Friday, September 16, 2005

Francophilia

Not that anyone would ever think I know everything, but just to set the record straight: sometimes I come across a word that I've never seen before, a perfectly ordinary word, and looking into it opens up a whole new set of doors.

From an interesting piece in The New Republic comes this sentence:

The central drama of our time is the collapse of formalism, of the belief that emotion is lodged in the very facture of the work.

After reading that, I thought, "Facture? That can't be right! It's the French word for 'invoice'!" So of course I had to look it up, and guess what? It's a word! In English!
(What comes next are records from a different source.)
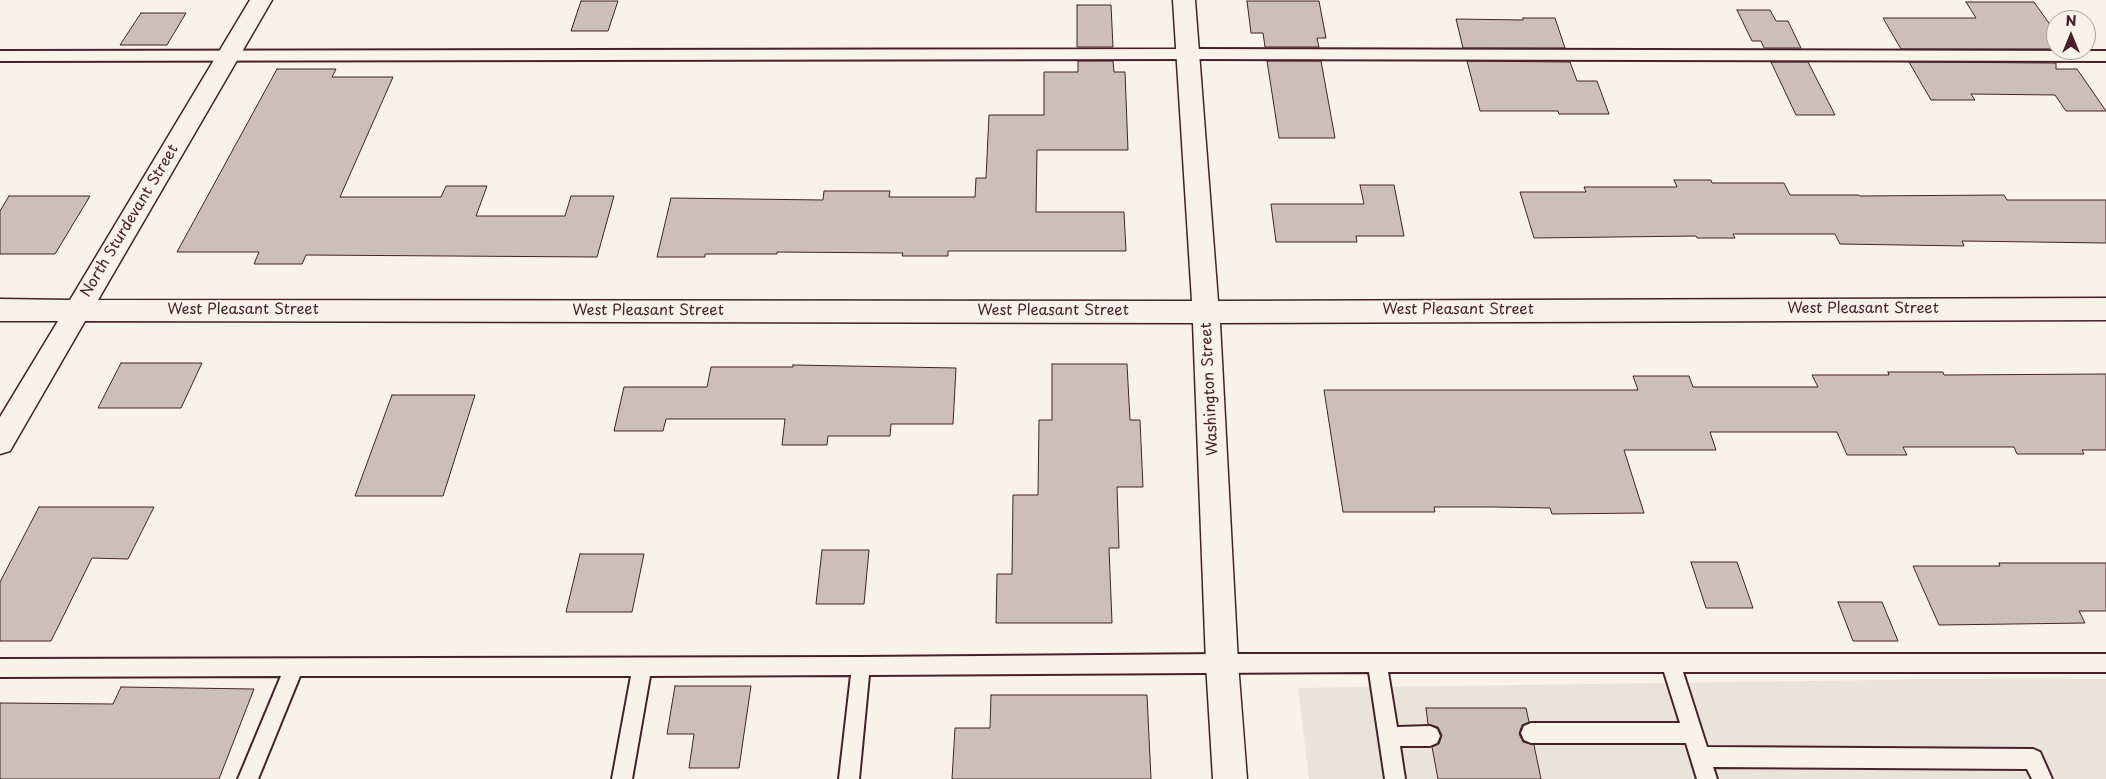 <!DOCTYPE html>
<html>
<head>
<meta charset="utf-8">
<style>
	body { margin:0 }
	#map { position:relative; width:2106px; height:779px; overflow:hidden; background:#f7f3e8; font-family:"Playpen Sans",sans-serif }
	canvas { display:block }
	.north { position:absolute; left:2046px; top:10px; width:50px; height:50px; box-sizing:border-box; background:#f7f3e8; border:1px solid #b29e9c; border-radius:50%; rotate:0deg; font-size:14px; font-weight:700; line-height:20px; text-align:center; color:#4a1f2b }
	.north::after { content:''; display:block; margin:auto; width:18px; height:22px; background:#4a1f2b; clip-path:polygon(50% 0,100% 100%,50% 72%,0 100%) }
</style>
</head>
<body>
<div id="map">
<canvas width="2106" height="779"></canvas>
<div class="north">N</div>
</div>
<script>
const ctx = document.querySelector('canvas').getContext('2d');
ctx.lineJoin = 'round';
function fillPath(path, color) {
  ctx.fillStyle = color;
  ctx.fill(path, 'evenodd');
}
function poly(rows) {
  const path = new Path2D();
  for (const r of rows) {
    path.moveTo(r[0], r[1]);
    for (let i = 2; i < r.length; i += 2) path.lineTo(r[i], r[i + 1]);
  }
  return path;
}
function trace(path, color, width, dash) {
  ctx.strokeStyle = color;
  ctx.lineWidth = width;
  ctx.lineCap = dash ? 'butt' : 'round';
  ctx.setLineDash(dash || []);
  ctx.stroke(path);
}
function label(font, color, halo, rows, align = 'center') {
  ctx.font = font + ' "Playpen Sans",sans-serif';
  ctx.lineWidth = 4;
  ctx.setLineDash([]);
  ctx.textBaseline = 'middle';
  ctx.strokeStyle = halo;
  ctx.fillStyle = color;
  for (const [text, x, y, turn = 0] of rows) {
    ctx.save();
    ctx.translate(x, y);
    ctx.rotate((+turn || 0) * Math.PI / 180);
    ctx.textAlign = isNaN(turn) ? turn : align;
    if (halo) ctx.strokeText(text, 0, 0);
    ctx.fillText(text, 0, 0);
    ctx.restore();
  }
}
const built = poly([
	[2028,678,2106,679,2106,779,1309,779,1298,688]
]);
const building = poly([
	[581,1,618,1,608,31,571,31,581,1],
	[1247,1,1319,1,1326,38,1317,38,1319,47,1265,47,1263,33,1251,33,1247,1],
	[1966,2,2034,2,2056,33,2056,49,1901,49,1883,18,1976,18,1966,2],
	[1077,5,1111,5,1113,47,1077,47,1077,5],
	[1737,10,1770,10,1776,21,1788,21,1801,48,1764,48,1761,41,1752,41,1737,10],
	[141,13,186,13,167,45,120,45,141,13],
	[1523,18,1555,18,1565,48,1463,48,1456,19,1523,20,1523,18],
	[1078,61,1113,61,1114,72,1125,72,1128,150,1037,150,1036,212,1124,212,1126,251,948,251,948,256,902,256,903,253,777,252,777,254,705,254,705,257,657,257,671,198,823,200,824,191,890,191,889,197,975,197,976,178,986,178,989,115,1044,115,1044,72,1078,72,1078,61],
	[1267,61,1321,61,1335,138,1279,138,1267,61],
	[1467,61,1570,62,1577,81,1597,81,1609,114,1559,114,1558,111,1480,111,1467,61],
	[1771,62,1808,62,1835,115,1796,115,1771,62],
	[1909,62,2056,63,2056,69,2077,69,2106,111,2066,111,2055,95,1971,94,1975,100,1931,100,1909,62],
	[277,69,336,69,332,77,393,77,340,197,441,197,446,186,487,186,476,216,565,216,571,196,614,196,597,257,306,255,302,264,254,264,259,252,177,252,277,69],
	[1674,180,1711,180,1712,183,1784,183,1790,195,1859,195,1860,196,2004,195,2007,200,2106,200,2106,243,1962,241,1964,246,1840,244,1835,234,1733,234,1735,238,1697,238,1696,236,1534,238,1520,192,1586,192,1584,187,1677,187,1674,180],
	[1360,185,1394,185,1404,236,1356,236,1357,242,1276,242,1271,204,1364,204,1360,185],
	[9,196,90,196,55,254,0,254,0,211,9,196],
	[121,363,202,363,181,408,98,408,121,363],
	[1052,364,1127,364,1130,420,1140,420,1143,487,1117,487,1119,548,1109,548,1112,623,996,623,997,574,1012,574,1013,495,1038,495,1039,420,1052,420,1052,364],
	[793,365,956,368,953,424,891,424,890,436,828,436,827,445,782,445,785,419,666,419,663,431,614,431,624,387,707,387,711,367,793,367,793,365],
	[1888,372,1943,372,1944,375,2106,374,2106,450,2082,450,2084,454,2017,454,2014,447,1903,447,1907,455,1847,455,1837,432,1710,432,1716,450,1624,450,1644,513,1552,514,1550,508,1493,507,1434,507,1435,512,1343,512,1324,390,1638,390,1633,376,1689,376,1693,387,1818,387,1812,375,1889,375,1888,372],
	[392,395,475,395,443,496,355,496,392,395],
	[39,507,154,507,128,559,92,558,51,641,0,641,0,582,39,507],
	[822,550,869,550,864,604,816,604,822,550],
	[580,554,644,554,632,612,566,612,580,554],
	[1691,562,1737,562,1753,608,1706,608,1691,562],
	[1999,563,2106,563,2106,611,2079,611,2085,623,1939,625,1913,566,2000,566,1999,563],
	[1838,602,1882,602,1898,641,1853,641,1838,602],
	[675,686,751,686,739,768,689,768,694,734,667,734,675,686],
	[121,687,254,689,219,779,0,779,0,703,113,704,121,687],
	[991,695,1147,695,1151,779,952,779,955,728,990,728,991,695],
	[1426,708,1526,708,1529,722,1522,725,1519,734,1523,742,1534,745,1541,779,1438,779,1432,747,1439,744,1442,735,1438,727,1428,724,1426,708]
]);
const service = poly([
	[1188,49,2106,51,2106,61,1188,59,0,61,0,51,1188,49],
	[1222,654,2106,654,2106,672,1683,672,1707,747,2033,749,2040,752,2052,779,2032,779,2027,769,1713,767,1717,779,1697,779,1686,743,1531,743,1524,740,1521,733,1524,726,1531,723,1680,723,1664,672,1388,672,1397,727,1430,726,1437,729,1440,736,1437,743,1430,746,1400,746,1405,779,1385,779,1369,672,869,675,859,779,839,779,851,675,650,676,632,779,612,779,631,676,300,676,258,779,238,779,281,676,0,677,0,659,861,657,1222,654]
]);
const minor = poly([
	[250,0,272,0,98,300,1192,301,1173,0,1195,0,1218,301,2106,298,2106,320,1220,323,1238,663,1247,779,1213,779,1206,663,1193,323,85,321,10,451,0,454,0,417,58,321,0,321,0,299,70,300,250,0]
]);
const streetNames = [
	["North Sturdevant Street",130,221,-59],
	["West Pleasant Street",1863,309],
	["West Pleasant Street",243,310],
	["West Pleasant Street",1458,310],
	["West Pleasant Street",648,311],
	["West Pleasant Street",1053,311],
	["Washington Street",1210,389,-93]
];
fillPath(built, '#eae3da');
fillPath(building, '#ccbfb9');
trace(building, '#4a1f2b', 1);
trace(service, '#4a1f2b', 4);
trace(minor, '#4a1f2b', 3);
fillPath(service, '#f7f3e8');
fillPath(minor, '#f7f3e8');
label('15px', '#4a1f2b', '#f7f3e8', streetNames);
</script>
</body>
</html>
In retrospect, I should have known. It is, after all, the second half of "manufacture", and so clearly has to be Latin in origin, from "facere", "to make". ("Manufacture" literally means "to make by hand".) And that's just what it is: in English, "facture" means "the manner in which an artwork is made"--it's actually pretty clear from the context, but I was thrown by the Frenchness of it.

So why is a French invoice called a facture? Because in French, a maker of something is a facteur (in another demonstration of French's influence on English, "-eur" is the same as English "-er", "one who...": "juggler", "one who juggles"; "jongleur", "un qui jongle") and the "-ure" ending is another way of turning a verb into a noun. In this case, the verb is "faire", "to make or do", which is very irregular, leading to that stem "fact-". (By the way, "factory" comes from "facere", as does "factor", obviously, and, less obviously, "feature"--that one comes from French as well, from "faiture", "a making", another "-ure" form of "faire". Very irregular, that verb, although the really basic verbs such as "to be" and "to do" tend in that direction, at least in the languages I know about.)

And why is an English invoice called an invoice, and what does it have to do with voices? Nothing at all; it's from the (yes!) French word "envoi", the noun form of the verb "envoyer", "to send" (also, to again state the obvious, the root of our "envoy", "messenger"). We took "envoi" and turned it into "invoy", plural "invoyes", which eventually turned into the modern English word.